Cauchon:                     Now see we justice

                                    The will of God and the people of France

                                    Prevail against the ways of deceit

                                    Of villany and cunning.

                                    Now for your treason

                                    The just dessert.

                                    You have found, Joan,

                                    You have found the will of God.

                                    You have renounced your demons

                                    And you have found the will of God.

                                    You have restored your soul.

 

Joan:                            My soul?  Oh my soul!

                                    (She pauses in confusion)                               

 

Cauchon:                     Your soul redeemed.

 

Cauchon:                      Your soul redeemed.

Joan:                            My soul consumed!

Oh, my saints!

Oh, my holy voices!

What have I done?

What have I done?

Now do I behold my sin

Now do I perceive my error

For with my mark have I denied my loving God

A god who has made me as I am

Who has conceived me and sent me forth

Who has created the fullness of my self

A god who would not deny to daughter or son

The gift of love

The right of love

Which is the making of the soul

And in my weakness have I denied

To fit myself within your narrow mold

For fear to stand alone

For fear to speak that love

Which speaks to me

And that your blindness cannot see

And your hearing cannot hear

 

Loiseleur:                      Beware your words!

                                                                       

 

Joan:                            Beware my soul!

I have deceived them,

I have betrayed them!

                                   

                                    Oh Sweet voices

 

Oh, holy martyrs!

Forgive me my treason!

Forgive me this lie!

 

Cauchon:                       The demons retake her!

 

Joan:                            Undo my mark

 

Loiseleur:                      Do you renounce your abjuration?

 

Joan:                            Pardon my treason

 

Loiseleur:                      Do you recant your admission?

 

 

Joan:                            I recall my saints, my voices, my loves.

 

Inquisitor 1:                   Do you return to your sin

 

Joan:                            Yes, I behold my sin

I behold my error

For in that stroke have I denied my loving God

A god who has made me as you see

For I am indeed God made

Not in hair and dress

But in soul and mind and heart

Unink that stroke

Scrape clean the leaf

That I may too

Remove the stain

that has blackened my faith

My heart, my soul.

For fear to stand alone

Against those fires which would burn away

All that my God, my voices, my saints

Have called upon me to be

 

 

Loiseleur:                    Then you bring upon yourself

                                    The judgement that awaits you

                                    The fires of purgation whose biting flame

                                    But hints at the eternal fires of hell’s dark hole.

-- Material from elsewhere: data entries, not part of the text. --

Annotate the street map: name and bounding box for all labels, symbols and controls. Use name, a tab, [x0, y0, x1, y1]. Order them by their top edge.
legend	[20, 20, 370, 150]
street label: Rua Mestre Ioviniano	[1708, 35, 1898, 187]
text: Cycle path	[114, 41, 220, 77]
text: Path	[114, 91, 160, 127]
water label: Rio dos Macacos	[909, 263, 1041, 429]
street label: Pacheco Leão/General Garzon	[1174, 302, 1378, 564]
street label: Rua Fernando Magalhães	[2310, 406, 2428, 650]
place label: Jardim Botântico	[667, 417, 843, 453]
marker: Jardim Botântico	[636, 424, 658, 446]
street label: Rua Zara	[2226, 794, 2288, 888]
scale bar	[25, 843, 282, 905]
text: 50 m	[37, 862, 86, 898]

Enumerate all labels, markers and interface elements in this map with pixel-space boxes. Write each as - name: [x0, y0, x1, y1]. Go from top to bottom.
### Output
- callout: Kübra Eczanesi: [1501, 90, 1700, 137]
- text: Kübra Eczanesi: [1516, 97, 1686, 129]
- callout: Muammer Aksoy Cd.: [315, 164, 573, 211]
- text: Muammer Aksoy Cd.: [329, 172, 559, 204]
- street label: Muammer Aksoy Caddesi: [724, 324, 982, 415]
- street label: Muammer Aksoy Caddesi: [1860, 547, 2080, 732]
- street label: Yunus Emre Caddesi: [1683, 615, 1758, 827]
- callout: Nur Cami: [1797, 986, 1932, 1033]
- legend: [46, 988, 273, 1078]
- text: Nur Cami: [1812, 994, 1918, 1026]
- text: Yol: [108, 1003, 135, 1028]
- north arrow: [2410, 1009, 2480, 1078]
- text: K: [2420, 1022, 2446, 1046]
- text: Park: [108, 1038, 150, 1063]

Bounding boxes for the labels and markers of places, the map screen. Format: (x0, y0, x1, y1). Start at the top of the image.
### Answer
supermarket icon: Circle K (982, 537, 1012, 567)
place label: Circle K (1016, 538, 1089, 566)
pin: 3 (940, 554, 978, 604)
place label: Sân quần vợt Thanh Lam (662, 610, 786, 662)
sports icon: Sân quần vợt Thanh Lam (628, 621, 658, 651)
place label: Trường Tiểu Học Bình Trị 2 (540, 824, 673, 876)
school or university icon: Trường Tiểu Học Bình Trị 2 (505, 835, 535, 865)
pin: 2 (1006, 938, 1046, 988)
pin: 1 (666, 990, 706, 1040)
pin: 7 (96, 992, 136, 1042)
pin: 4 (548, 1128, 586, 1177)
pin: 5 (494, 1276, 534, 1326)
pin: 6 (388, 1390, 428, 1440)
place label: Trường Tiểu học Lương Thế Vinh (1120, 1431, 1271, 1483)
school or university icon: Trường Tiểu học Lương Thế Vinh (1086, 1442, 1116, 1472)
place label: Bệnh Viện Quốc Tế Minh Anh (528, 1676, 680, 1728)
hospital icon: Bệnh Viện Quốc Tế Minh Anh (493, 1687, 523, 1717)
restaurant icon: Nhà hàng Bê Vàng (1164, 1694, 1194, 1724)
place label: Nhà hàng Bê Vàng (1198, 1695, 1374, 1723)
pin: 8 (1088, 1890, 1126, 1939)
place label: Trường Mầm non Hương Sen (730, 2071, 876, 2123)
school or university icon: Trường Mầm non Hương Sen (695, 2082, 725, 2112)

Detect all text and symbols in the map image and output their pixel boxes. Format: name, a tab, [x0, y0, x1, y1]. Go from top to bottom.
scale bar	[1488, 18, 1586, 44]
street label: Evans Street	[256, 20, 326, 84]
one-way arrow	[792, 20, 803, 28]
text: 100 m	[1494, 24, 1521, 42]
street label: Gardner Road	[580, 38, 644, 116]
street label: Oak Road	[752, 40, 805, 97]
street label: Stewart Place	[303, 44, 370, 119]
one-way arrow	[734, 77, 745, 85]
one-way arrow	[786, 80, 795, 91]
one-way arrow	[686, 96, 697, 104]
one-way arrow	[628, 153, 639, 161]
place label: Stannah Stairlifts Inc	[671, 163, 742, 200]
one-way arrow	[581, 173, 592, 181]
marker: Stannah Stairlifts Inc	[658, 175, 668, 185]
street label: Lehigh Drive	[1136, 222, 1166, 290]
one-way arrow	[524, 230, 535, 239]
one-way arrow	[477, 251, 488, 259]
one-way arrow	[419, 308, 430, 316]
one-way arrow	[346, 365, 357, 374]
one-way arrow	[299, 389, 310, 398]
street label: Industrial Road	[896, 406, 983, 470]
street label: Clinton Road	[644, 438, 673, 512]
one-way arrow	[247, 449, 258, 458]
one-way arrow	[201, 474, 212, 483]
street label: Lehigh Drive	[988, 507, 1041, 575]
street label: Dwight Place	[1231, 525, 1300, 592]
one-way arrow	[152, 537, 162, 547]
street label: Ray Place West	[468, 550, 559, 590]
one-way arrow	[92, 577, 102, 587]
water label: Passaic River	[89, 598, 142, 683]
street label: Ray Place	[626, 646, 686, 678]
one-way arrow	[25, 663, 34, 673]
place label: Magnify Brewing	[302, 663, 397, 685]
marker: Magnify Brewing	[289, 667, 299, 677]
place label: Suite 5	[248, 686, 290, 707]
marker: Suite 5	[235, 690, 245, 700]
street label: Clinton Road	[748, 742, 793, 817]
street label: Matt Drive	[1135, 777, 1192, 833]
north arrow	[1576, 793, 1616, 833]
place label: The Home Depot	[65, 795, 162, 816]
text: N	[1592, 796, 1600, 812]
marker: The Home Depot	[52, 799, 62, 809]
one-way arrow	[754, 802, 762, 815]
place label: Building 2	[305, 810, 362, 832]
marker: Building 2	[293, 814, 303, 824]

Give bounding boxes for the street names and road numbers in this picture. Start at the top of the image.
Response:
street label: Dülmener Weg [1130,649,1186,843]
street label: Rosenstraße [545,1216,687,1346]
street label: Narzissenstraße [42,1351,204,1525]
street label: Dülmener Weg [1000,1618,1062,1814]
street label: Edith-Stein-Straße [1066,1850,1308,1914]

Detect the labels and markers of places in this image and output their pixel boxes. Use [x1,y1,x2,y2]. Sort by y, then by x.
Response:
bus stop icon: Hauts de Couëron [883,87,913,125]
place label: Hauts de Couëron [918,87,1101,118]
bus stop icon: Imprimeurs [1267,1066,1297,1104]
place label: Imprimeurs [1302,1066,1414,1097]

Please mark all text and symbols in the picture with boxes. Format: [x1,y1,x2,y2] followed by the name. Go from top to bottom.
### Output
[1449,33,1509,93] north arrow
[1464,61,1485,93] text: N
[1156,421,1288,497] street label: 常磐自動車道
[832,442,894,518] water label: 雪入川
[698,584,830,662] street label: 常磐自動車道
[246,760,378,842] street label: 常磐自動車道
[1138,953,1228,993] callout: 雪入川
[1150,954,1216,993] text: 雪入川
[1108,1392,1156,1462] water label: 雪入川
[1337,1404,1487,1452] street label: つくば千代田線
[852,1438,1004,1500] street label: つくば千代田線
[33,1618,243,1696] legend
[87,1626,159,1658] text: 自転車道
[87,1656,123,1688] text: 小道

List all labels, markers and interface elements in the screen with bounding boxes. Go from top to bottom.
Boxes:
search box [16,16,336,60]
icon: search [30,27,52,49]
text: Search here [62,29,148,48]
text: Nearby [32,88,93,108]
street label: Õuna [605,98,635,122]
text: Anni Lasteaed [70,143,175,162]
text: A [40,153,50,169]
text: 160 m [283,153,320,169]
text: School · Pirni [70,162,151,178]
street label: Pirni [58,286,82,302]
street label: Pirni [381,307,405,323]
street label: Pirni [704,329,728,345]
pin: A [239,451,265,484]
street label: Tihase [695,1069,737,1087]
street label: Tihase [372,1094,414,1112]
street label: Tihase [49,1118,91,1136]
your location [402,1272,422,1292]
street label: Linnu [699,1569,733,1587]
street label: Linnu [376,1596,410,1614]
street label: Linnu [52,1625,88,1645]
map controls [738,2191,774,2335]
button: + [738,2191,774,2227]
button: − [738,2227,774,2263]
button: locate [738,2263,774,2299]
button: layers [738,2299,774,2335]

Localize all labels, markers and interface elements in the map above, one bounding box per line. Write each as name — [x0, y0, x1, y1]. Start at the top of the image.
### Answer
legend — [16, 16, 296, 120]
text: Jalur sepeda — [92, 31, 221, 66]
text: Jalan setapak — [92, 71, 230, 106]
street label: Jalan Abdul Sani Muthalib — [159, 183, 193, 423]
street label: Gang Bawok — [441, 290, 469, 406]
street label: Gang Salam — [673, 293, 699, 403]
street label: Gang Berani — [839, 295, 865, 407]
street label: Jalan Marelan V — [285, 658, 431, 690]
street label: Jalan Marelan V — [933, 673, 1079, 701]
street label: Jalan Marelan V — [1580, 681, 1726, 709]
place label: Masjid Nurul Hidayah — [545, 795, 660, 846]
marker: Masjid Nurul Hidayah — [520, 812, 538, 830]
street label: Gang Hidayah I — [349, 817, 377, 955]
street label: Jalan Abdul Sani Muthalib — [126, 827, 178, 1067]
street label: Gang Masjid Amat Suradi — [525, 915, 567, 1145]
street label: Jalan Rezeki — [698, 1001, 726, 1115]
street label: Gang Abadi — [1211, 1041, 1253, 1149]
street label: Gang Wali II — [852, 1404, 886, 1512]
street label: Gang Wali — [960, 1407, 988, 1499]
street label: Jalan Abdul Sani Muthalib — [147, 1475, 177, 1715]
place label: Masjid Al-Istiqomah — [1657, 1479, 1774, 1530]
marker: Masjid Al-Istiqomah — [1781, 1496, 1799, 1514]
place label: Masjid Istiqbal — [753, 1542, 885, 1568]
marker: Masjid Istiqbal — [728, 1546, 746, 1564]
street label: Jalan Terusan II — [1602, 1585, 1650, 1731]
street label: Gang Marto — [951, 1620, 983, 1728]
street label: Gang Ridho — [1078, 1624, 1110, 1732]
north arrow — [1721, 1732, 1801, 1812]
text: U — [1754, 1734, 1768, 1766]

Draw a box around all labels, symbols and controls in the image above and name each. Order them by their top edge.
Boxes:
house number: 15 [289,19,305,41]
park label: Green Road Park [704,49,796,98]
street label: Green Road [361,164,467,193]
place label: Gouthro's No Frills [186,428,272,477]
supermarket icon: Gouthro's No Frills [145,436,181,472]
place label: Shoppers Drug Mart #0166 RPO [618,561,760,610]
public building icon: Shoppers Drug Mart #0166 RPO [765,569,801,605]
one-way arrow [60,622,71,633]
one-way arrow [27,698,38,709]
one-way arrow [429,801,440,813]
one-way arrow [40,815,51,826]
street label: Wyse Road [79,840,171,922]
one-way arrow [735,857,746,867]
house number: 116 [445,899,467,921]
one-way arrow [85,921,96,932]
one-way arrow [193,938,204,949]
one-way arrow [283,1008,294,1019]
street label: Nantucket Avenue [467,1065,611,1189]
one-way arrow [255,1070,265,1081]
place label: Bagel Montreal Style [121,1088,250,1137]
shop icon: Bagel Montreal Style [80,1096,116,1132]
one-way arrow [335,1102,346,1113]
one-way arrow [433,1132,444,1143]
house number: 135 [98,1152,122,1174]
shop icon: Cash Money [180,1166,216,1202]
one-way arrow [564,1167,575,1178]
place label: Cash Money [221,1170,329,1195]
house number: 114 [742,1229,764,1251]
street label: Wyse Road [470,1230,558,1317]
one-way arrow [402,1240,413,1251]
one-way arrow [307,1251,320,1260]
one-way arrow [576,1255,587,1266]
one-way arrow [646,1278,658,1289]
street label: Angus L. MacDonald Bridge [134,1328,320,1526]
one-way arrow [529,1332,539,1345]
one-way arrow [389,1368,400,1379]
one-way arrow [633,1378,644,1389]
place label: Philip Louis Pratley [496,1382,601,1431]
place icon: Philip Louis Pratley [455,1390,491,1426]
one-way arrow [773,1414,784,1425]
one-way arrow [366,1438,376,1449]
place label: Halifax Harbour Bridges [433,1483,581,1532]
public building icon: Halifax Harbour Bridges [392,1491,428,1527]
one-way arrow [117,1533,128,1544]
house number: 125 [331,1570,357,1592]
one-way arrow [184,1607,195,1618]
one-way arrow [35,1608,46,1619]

                                                           

 

Joan:                            You speak of fires my lord;

                                    You speak of darkness.

                                    But is this not already greater darkness?.

                                    Is this not a more burning flame?

                                    How brief that moment

                                    Of my submission

                                    Yet in its instant was all the burning fire of eternity

                                    Feeding on the flesh of my denial.

                                   

                                   

                                    And when  you bind me upon that pyre,

                                    It will not be my screams that you will hear

                                    But the sound of God’s justice offended

                                    That will burn through your ears and mind and heart.

                                   

                                    (Silence)

 

Joan:                            Listen.

 

St. Michael:                 Joan,

                                    I have heard you Joan.

                                    I have heard but cannot defend.

                                    For though you have called me,

                                    Was it I who called you?

 

Joan:                            Truly, did I hear you

                                    And truly did believe.

                                    Touch me now

                                    Touch me with that golden lance

                                    With which at heaven’s birth

                                    You cast below the fiend’s false light

                                    To hell’s dark fires

                                    And everlasting night.

 

Michael:                      Joan, poor Joan.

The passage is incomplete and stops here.